Question

A block of mass 10 kg placed on the rough horizontal surface having a coefficient of friction µ = 0.5, if a horizontal force of 100 N acting on it then the acceleration of the block will be :

• A. 10 m/s²
• B. 5 m/s²
• C. 15 m/s²
• D. 0.5 m/s²

Answer 1

The Correct Option is B

To find the acceleration of the block, we first need to calculate the net force acting on the block. The forces acting on the block are:

1. The applied force (F_{\text{applied}} = 100 \, \text{N}).
2. The frictional force acting against the motion.

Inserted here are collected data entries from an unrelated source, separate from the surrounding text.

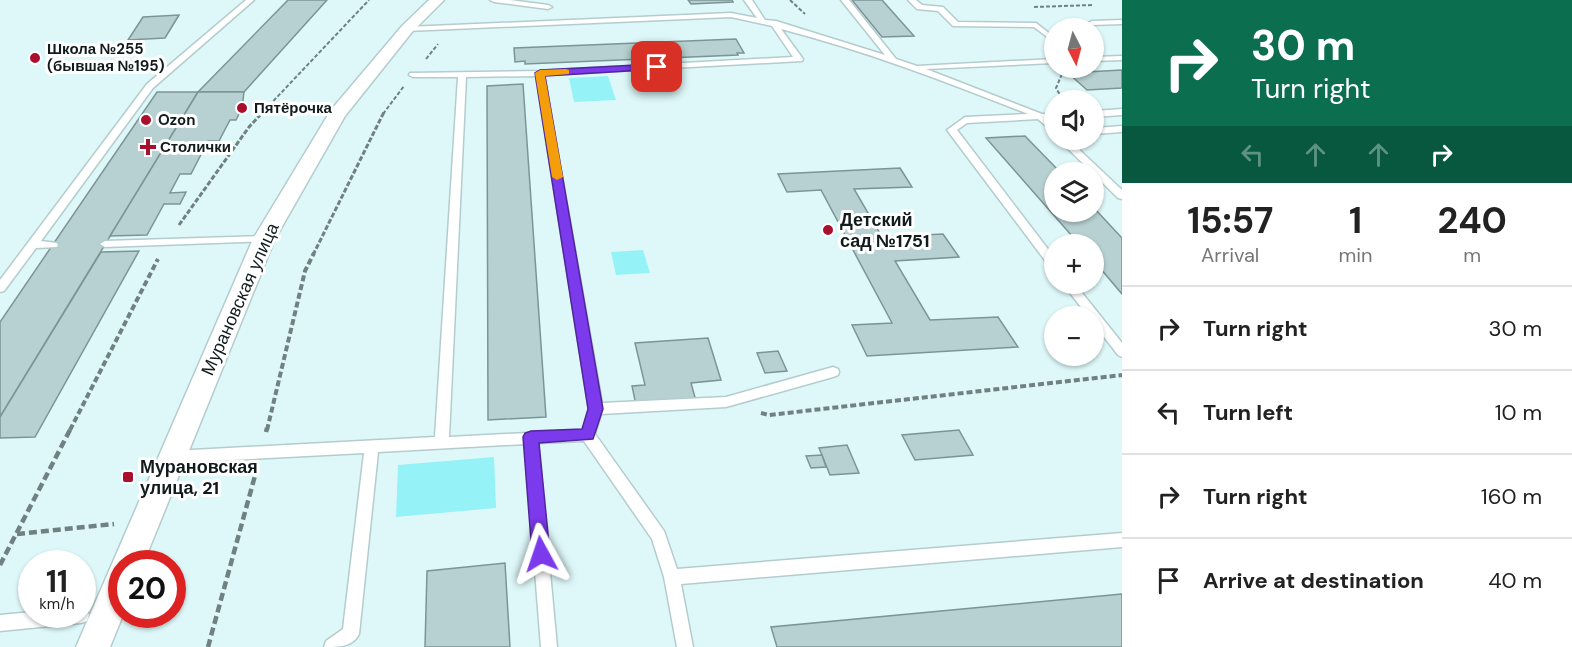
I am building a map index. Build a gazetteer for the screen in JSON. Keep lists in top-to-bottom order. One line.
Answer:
{"streets":{"street":["Мурановская улица"]},"places":{"other":["Школа №255 (бывшая №195)","Пятёрочка","Ozon","Детский сад №1751"],"health":["Столички"],"transit":["Мурановская улица, 21"]},"north":"bottom","page":{"turn":["30 m","Turn right"],"map_buttons":["+","−"],"eta":["15:57","Arrival","1","min","240","m"],"list":[{"name":"Turn right","value":"30 m"},{"name":"Turn left","value":"10 m"},{"name":"Turn right","value":"160 m"},{"name":"Arrive at destination","value":"40 m"}],"speed":"11 km/h","limit":"20"}}
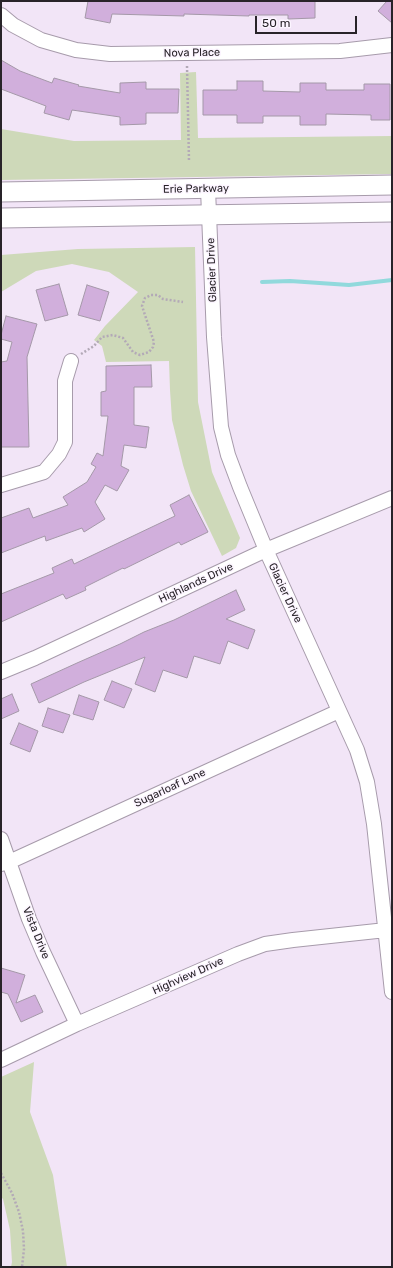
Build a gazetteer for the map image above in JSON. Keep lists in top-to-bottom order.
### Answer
{
  "streets": {
    "main road": ["Erie Parkway"],
    "street": [
      "Nova Place",
      "Glacier Drive",
      "Highlands Drive",
      "Sugarloaf Lane",
      "Vista Drive",
      "Highview Drive"
    ]
  },
  "crossings": [
    ["Erie Parkway", "Glacier Drive"],
    ["Glacier Drive", "Highlands Drive"],
    ["Glacier Drive", "Sugarloaf Lane"],
    ["Glacier Drive", "Highview Drive"],
    ["Sugarloaf Lane", "Vista Drive"],
    ["Vista Drive", "Highview Drive"]
  ],
  "scale_bar": "50 m"
}
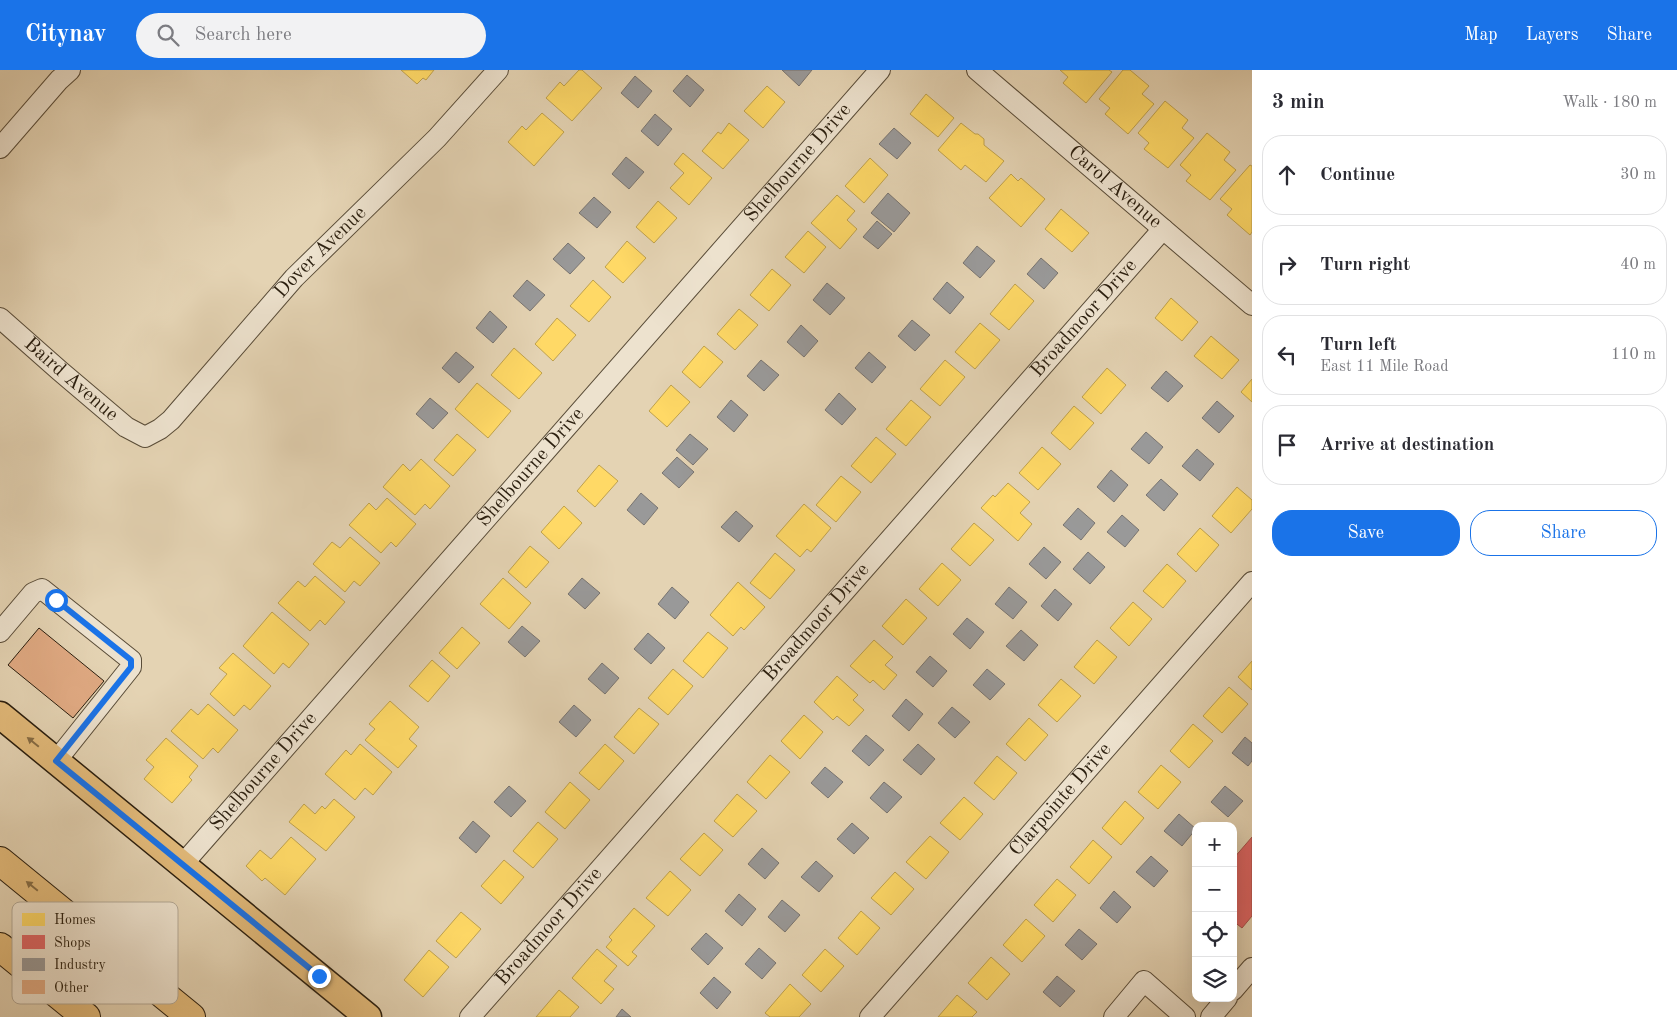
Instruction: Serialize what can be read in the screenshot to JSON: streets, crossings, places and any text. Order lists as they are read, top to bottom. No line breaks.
{"streets":{"street":["Shelbourne Drive","Carol Avenue","Dover Avenue","Broadmoor Drive","Baird Avenue","Clarpointe Drive"]},"crossings":[["Carol Avenue","Broadmoor Drive"],["Dover Avenue","Baird Avenue"]],"legend":["Homes","Shops","Industry","Other"],"page":{"header":"Citynav","search":"Search here","nav":["Map","Layers","Share"],"heading":["3 min","Walk · 180 m"],"list":[["Continue","30 m"],["Turn right","40 m"],["Turn left","East 11 Mile Road","110 m"],"Arrive at destination"],"buttons":["Save","Share"],"map_buttons":["+","−"]}}
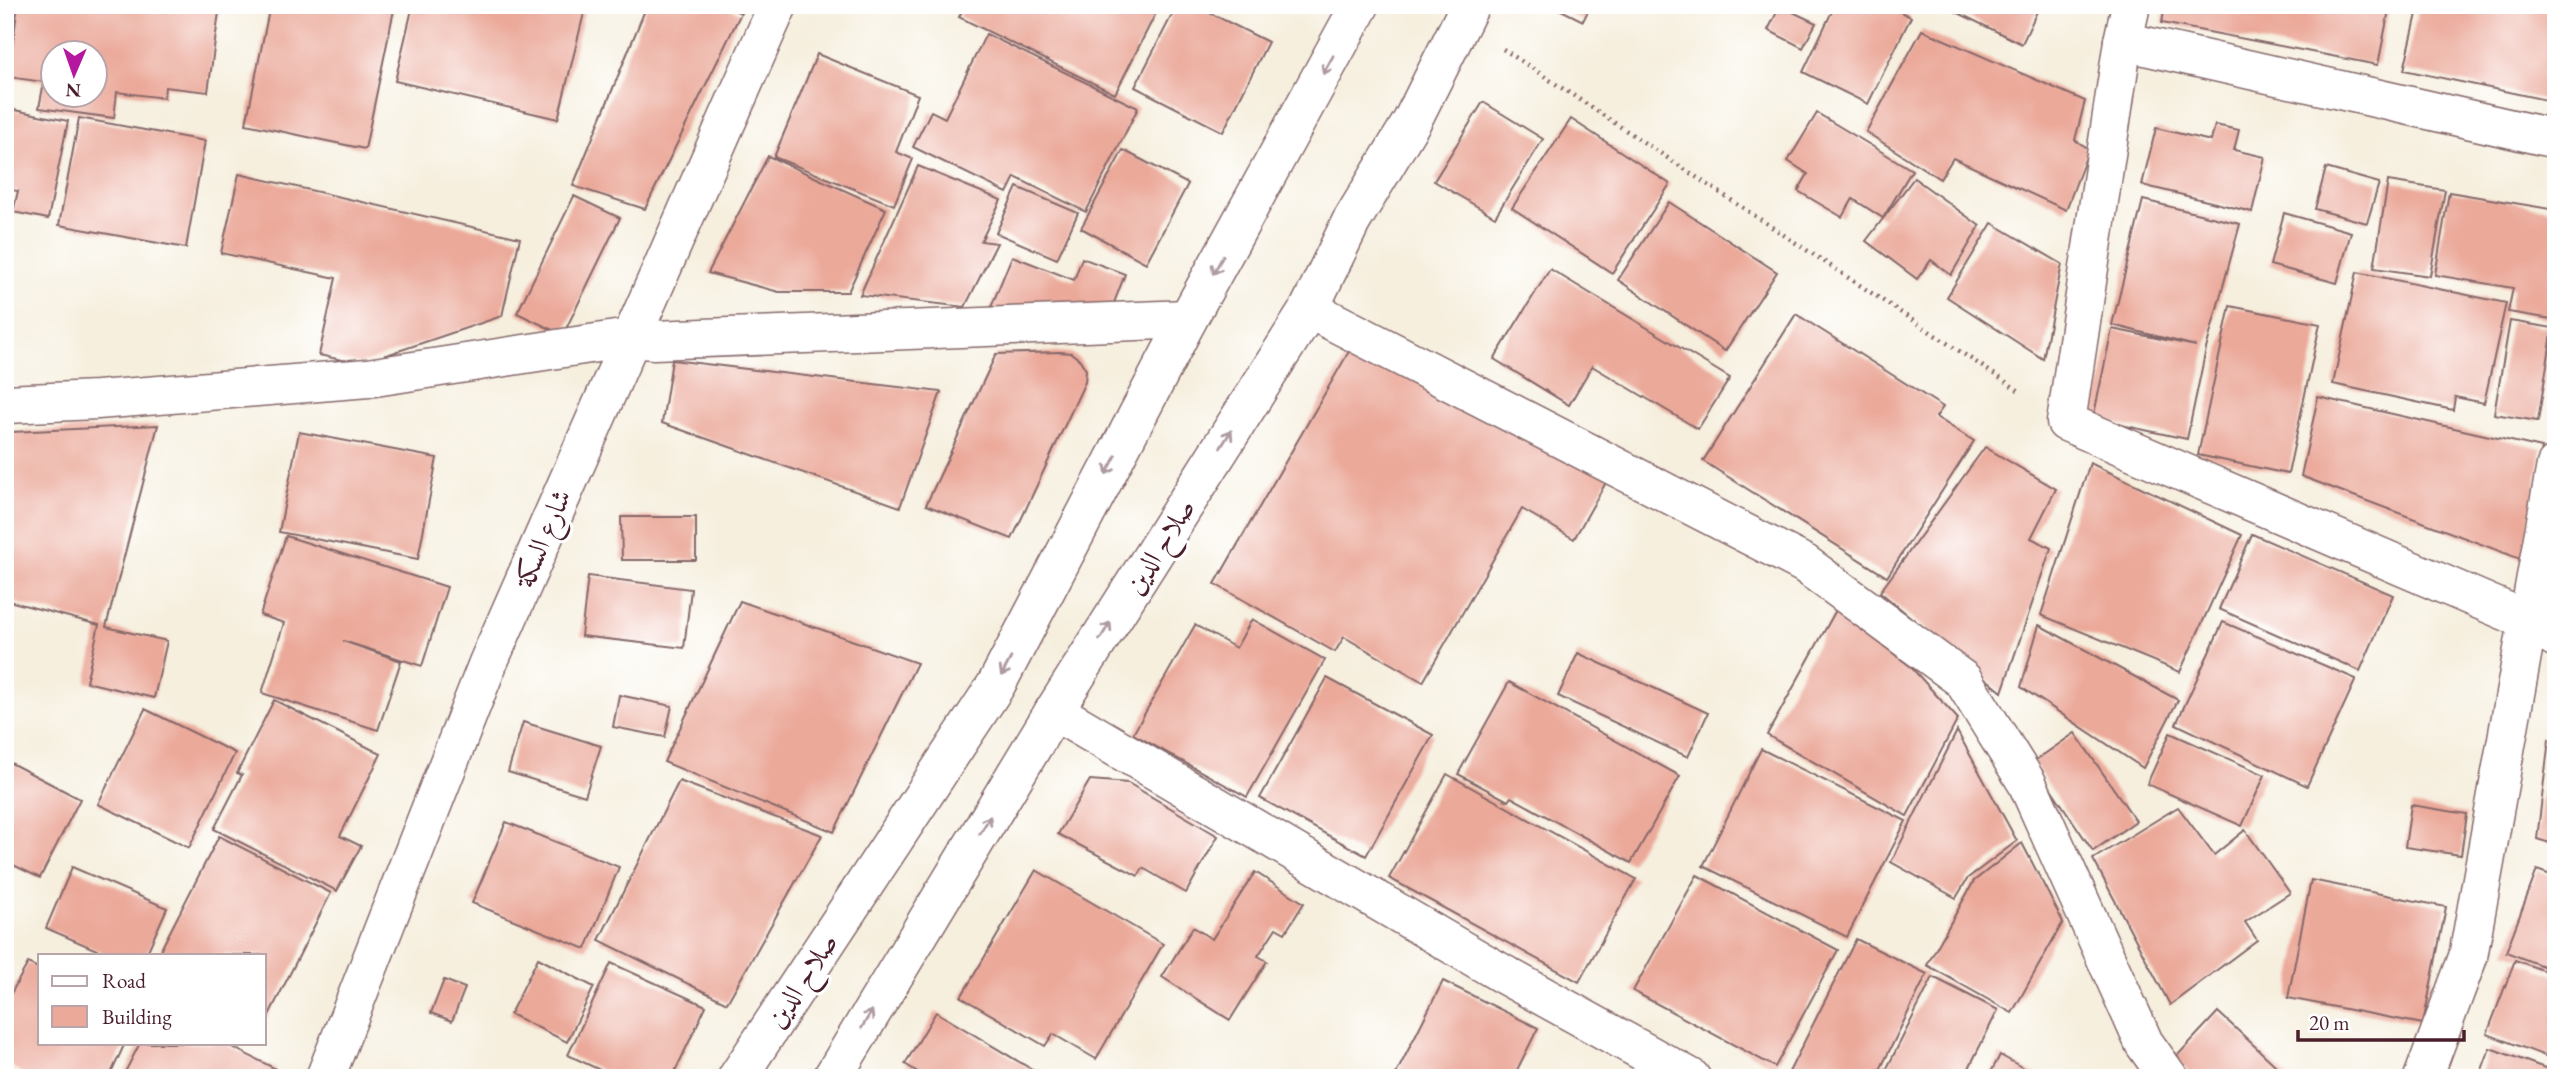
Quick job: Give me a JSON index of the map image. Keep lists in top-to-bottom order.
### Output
{
  "streets": {
    "main road": ["شارع السكة", "صلاح الدين"]
  },
  "legend": ["Road", "Building"],
  "scale_bar": "20 m",
  "north": "bottom"
}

The frictional force (F_{\text{friction}}) can be calculated using the formula:

F_{\text{friction}} = \mu \cdot N,

where \mu is the coefficient of friction, and N is the normal force. For a block on a horizontal surface, the normal force (N) is equal to the weight of the block (N = mg). Thus:

N = m \cdot g = 10 \, \text{kg} \cdot 9.8 \, \text{m/s}^2 = 98 \, \text{N}

Therefore, the frictional force is:

F_{\text{friction}} = 0.5 \cdot 98 = 49 \, \text{N}

Now, the net force (F_{\text{net}}) acting on the block can be calculated as follows:

F_{\text{net}} = F_{\text{applied}} - F_{\text{friction}}

F_{\text{net}} = 100 \, \text{N} - 49 \, \text{N} = 51 \, \text{N}

Using Newton's second law of motion, the acceleration (a) of the block can be calculated by:

F_{\text{net}} = m \cdot a \Rightarrow a = \frac{F_{\text{net}}}{m}

Substituting the known values, we get:

a = \frac{51 \, \text{N}}{10 \, \text{kg}} = 5.1 \, \text{m/s}^2

To simplify, this is approximately 5 m/s². Hence, the correct answer is:

5 m/s²